The problem:
In your copy, leave out the pictures and reproduce the listing below exactly.

**** Information provided

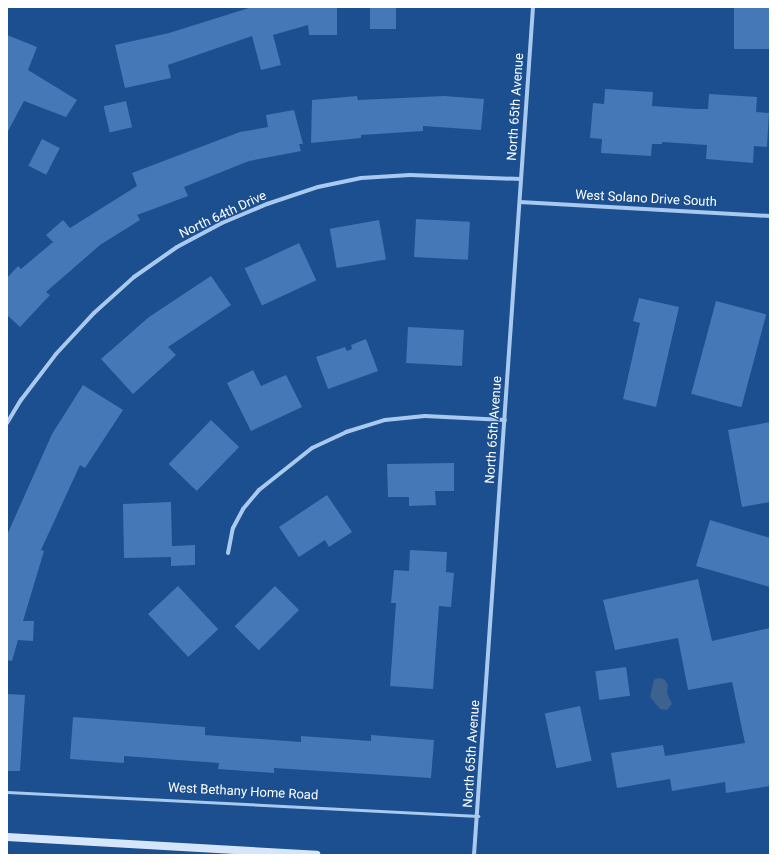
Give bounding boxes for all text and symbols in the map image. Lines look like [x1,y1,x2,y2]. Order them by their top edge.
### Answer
street label: North 65th Avenue [504,53,528,161]
street label: North 64th Drive [177,188,269,242]
street label: West Solano Drive South [575,188,717,210]
street label: North 65th Avenue [482,376,506,484]
street label: North 65th Avenue [460,700,484,808]
street label: West Bethany Home Road [167,780,319,804]

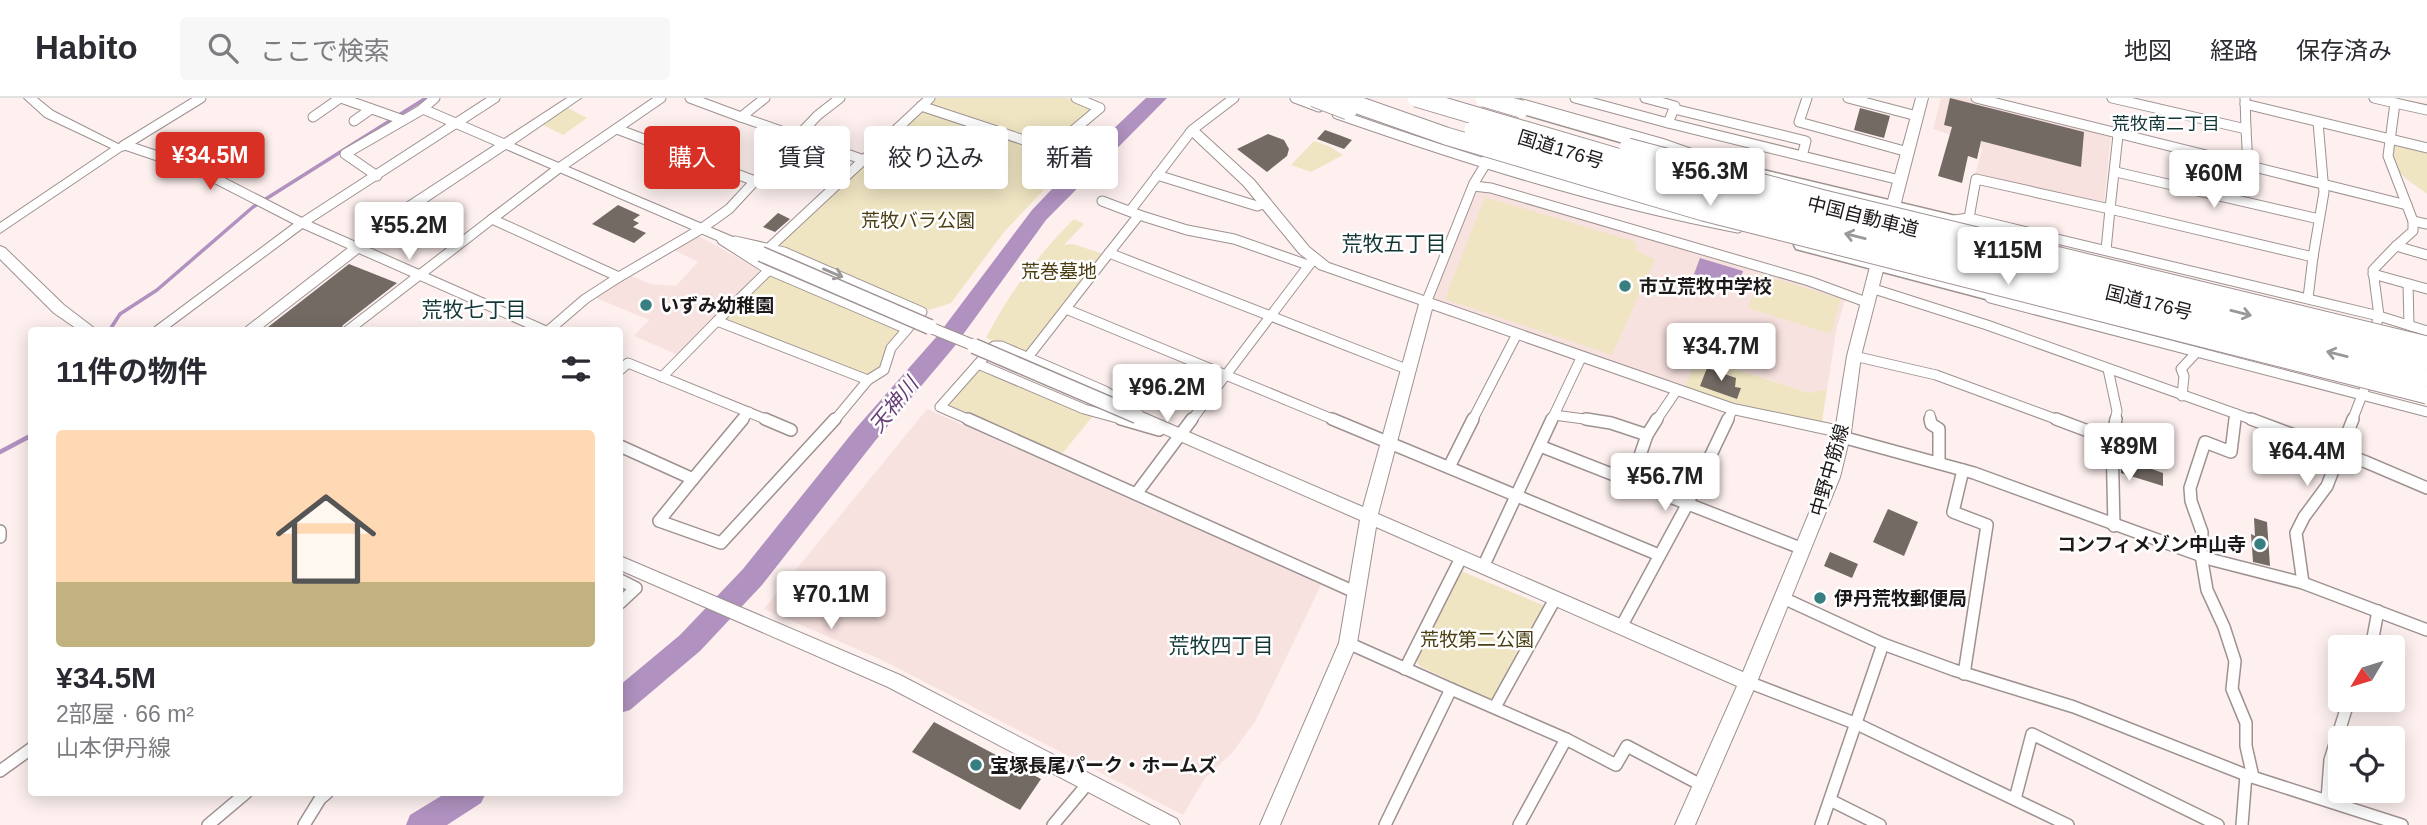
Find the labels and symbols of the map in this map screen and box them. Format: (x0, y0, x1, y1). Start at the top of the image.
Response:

********

The completed task:
Give bounding boxes for all text and symbols in the map image. Lines look like [x1,y1,x2,y2]. Order them by their top edge.
### Answer
street label: North 65th Avenue [504,53,528,161]
street label: North 64th Drive [177,188,269,242]
street label: West Solano Drive South [575,188,717,210]
street label: North 65th Avenue [482,376,506,484]
street label: North 65th Avenue [460,700,484,808]
street label: West Bethany Home Road [167,780,319,804]

Find the labels and symbols of the map in this map screen and box them. Format: (x0, y0, x1, y1). Start at the top of the image.
Response:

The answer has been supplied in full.